# [Directions]
Within the listing below, please show every line carrying the string "Hélène".

# [Data provided]
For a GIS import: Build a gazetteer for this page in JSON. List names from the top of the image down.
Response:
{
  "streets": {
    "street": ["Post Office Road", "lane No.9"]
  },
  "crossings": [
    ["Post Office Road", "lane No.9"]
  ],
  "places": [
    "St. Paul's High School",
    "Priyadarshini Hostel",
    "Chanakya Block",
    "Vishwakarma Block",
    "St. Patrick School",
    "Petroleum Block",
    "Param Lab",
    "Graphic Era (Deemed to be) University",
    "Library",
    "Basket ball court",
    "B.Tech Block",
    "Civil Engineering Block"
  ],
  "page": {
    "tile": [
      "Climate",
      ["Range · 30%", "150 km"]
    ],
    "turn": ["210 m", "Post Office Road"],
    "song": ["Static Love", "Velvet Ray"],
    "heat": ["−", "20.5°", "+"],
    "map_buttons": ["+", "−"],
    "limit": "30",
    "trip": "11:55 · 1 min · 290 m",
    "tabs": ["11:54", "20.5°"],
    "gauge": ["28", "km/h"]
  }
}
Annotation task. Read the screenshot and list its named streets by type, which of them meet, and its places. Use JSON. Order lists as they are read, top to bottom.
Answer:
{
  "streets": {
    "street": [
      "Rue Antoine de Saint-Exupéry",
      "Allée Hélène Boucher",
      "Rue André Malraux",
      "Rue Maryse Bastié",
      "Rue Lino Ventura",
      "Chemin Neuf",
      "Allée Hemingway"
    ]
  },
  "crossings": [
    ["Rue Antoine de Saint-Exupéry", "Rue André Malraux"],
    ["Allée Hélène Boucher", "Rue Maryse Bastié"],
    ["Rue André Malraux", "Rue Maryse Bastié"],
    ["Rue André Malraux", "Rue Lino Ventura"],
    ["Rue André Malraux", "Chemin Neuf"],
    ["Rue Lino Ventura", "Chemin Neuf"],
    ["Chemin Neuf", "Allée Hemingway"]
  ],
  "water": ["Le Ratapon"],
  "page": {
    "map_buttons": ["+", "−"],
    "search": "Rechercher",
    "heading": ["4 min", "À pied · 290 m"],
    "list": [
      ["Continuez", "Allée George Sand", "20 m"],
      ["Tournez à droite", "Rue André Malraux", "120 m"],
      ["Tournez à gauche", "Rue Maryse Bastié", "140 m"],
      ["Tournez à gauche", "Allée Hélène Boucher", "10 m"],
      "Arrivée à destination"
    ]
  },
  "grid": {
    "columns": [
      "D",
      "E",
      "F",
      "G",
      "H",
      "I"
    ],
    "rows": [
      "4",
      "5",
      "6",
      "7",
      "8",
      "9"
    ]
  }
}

# [Answer space]
      "Allée Hélène Boucher",
    ["Allée Hélène Boucher", "Rue Maryse Bastié"],
      ["Tournez à gauche", "Allée Hélène Boucher", "10 m"],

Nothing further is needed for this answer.